Regime de bens na união estável por contrato escrito efeitos ex nunc e retroatividade judicial
No caso, o magistrado de piso julgou improcedente a pretensão de invalidade de cláusula retroativa do regime de bens da união estável consignando que "tendo os litigantes optado por adotar o regime da 'separação total de bens' quando da realização do contrato de convivência, inclusive com efeitos retroativos ao início da união estável, e não tendo restado demonstrado que a autora foi forçada ou ludibriada a fazê-lo, se concluiu ter ela o feito espontaneamente, devendo o pacto continuar a vigorar". Por sua vez, o Tribunal de origem manteve a sentença, por entender possível a retroatividade de todo o contrato de convivência no caso de previsão expressa em cláusula contratual. Dessa forma, a Corte a quo decidiu a questão em desconformidade com a jurisprudência do STJ, segundo a qual a eleição do regime de bens da união estável por contrato escrito é dotada de efetividade ex nunc, sendo inválidas cláusulas que estabeleçam a retroatividade dos efeitos. Por fim, consigna-se que a possibilidade de cláusula retroativa sobre o regime de bens, em contrato celebrado entre os conviventes, depende de expressa autorização judicial, nos termos do art. 1.639, § 2º, do CC/2002.

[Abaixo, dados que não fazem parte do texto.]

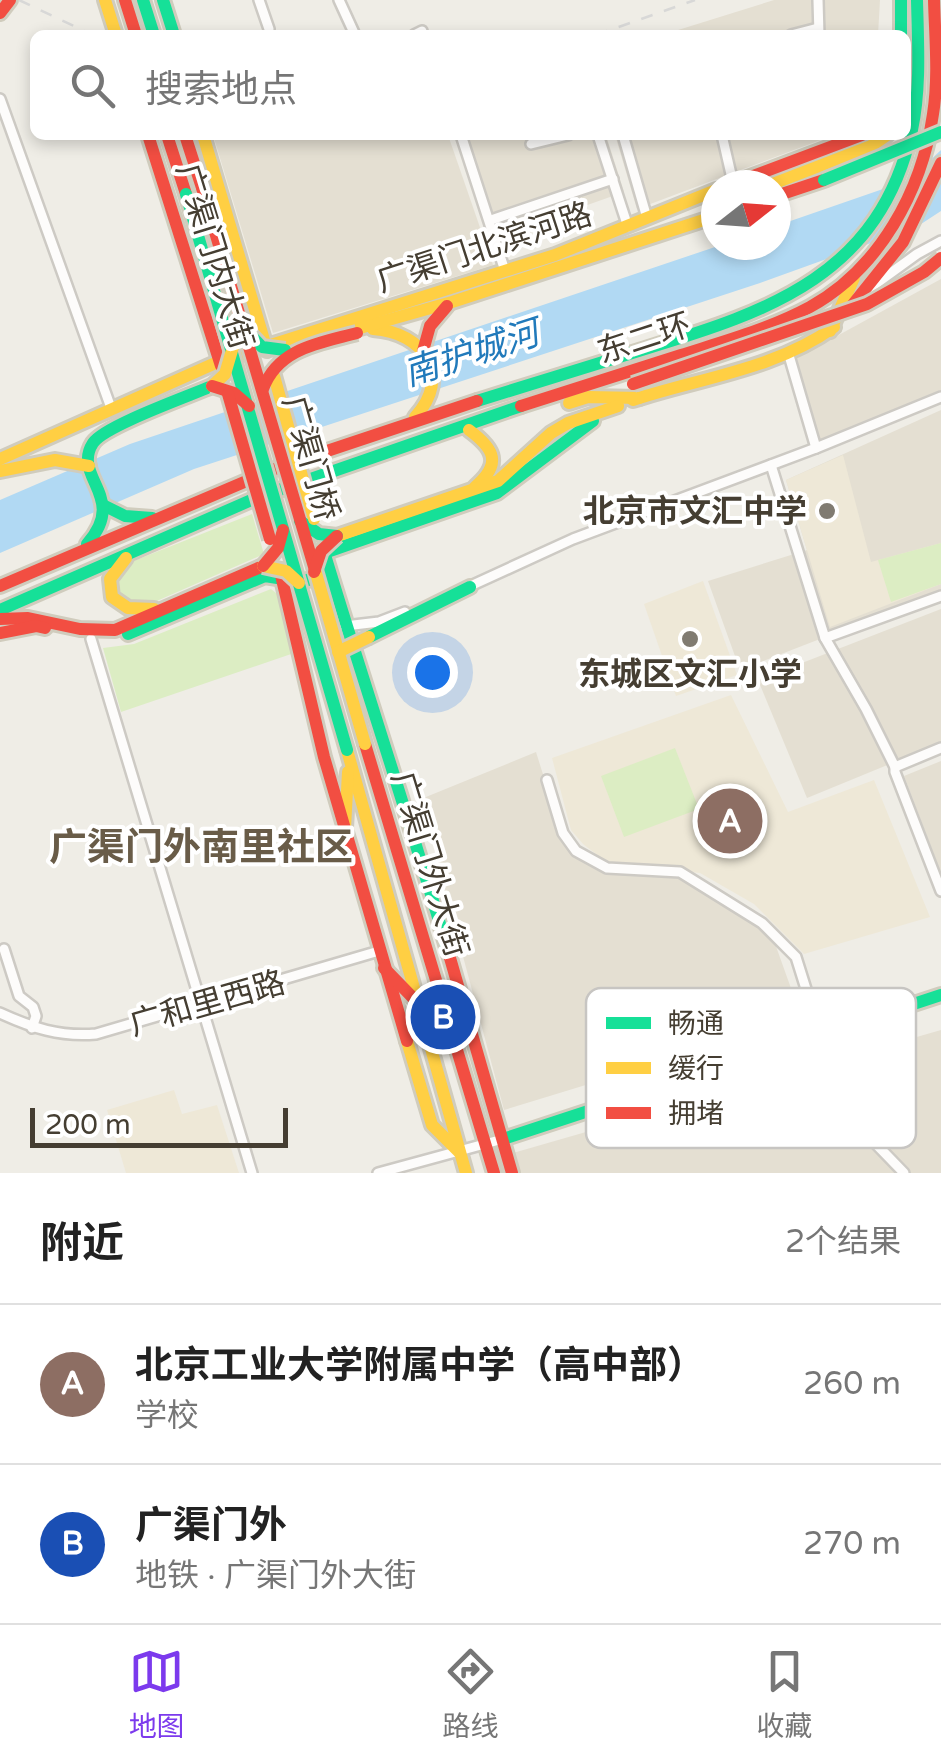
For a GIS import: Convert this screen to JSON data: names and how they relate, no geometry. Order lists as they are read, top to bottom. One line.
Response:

Indicação de link do tribunal não comprova a tempestividade do recurso
A Corte Especial do STJ, nos autos do AREsp 957.821/MS, relatora para acórdão Ministra Nancy Andrighi, DJe 19/12/2017, firmou entendimento no sentido da impossibilidade de comprovação posterior da tempestividade de recurso interposto na égide do CPC/2015, haja vista a redação do art. 1.003, § 6º, da referida norma, que exige a comprovação da ocorrência de feriado local no ato de interposição do recurso, e porque o § 3º do art. 1.029 impõe, para desconsideração de vício formal, que se trate de "recurso tempestivo". Impende registrar que o art. 374, I, do CPC/2015 não se aplica na hipótese. A necessidade de comprovação do feriado local - ou mesmo da suspensão do expediente, no âmbito do Tribunal a quo -, no ato da interposição do recurso, por meio de documento idôneo, foi reafirmada pela Corte Especial, em 2/10/2019, no julgamento do REsp 1.813.684/SP, relator para acórdão Ministro Luis Felipe Salomão, modulando-se, todavia, os efeitos da decisão, em razão dos princípios da segurança jurídica, da proteção da confiança, da isonomia e da primazia da decisão de mérito, de modo que o entendimento firmado fosse aplicado tão somente aos recursos interpostos após a publicação do acórdão daquele apelo nobre, o que ocorrera em 18/11/2019. Em Questão de Ordem, de relatoria da Ministra Nancy Andrighi, julgada em 3/2/2020 (DJe de 28/2/2020), a Corte Especial do STJ reconheceu que a tese firmada por ocasião do julgamento do referido REsp 1.813.684/SP, no que relativo à modulação de efeitos, é restrita ao feriado de segunda-feira de carnaval, não se aplicando aos demais feriados locais. Ressalte-se, por fim, que a jurisprudência deste Tribunal é no sentido de que a mera remissão a link de site do Tribunal de origem nas razões recursais é insuficiente para comprovar a tempestividade do recurso.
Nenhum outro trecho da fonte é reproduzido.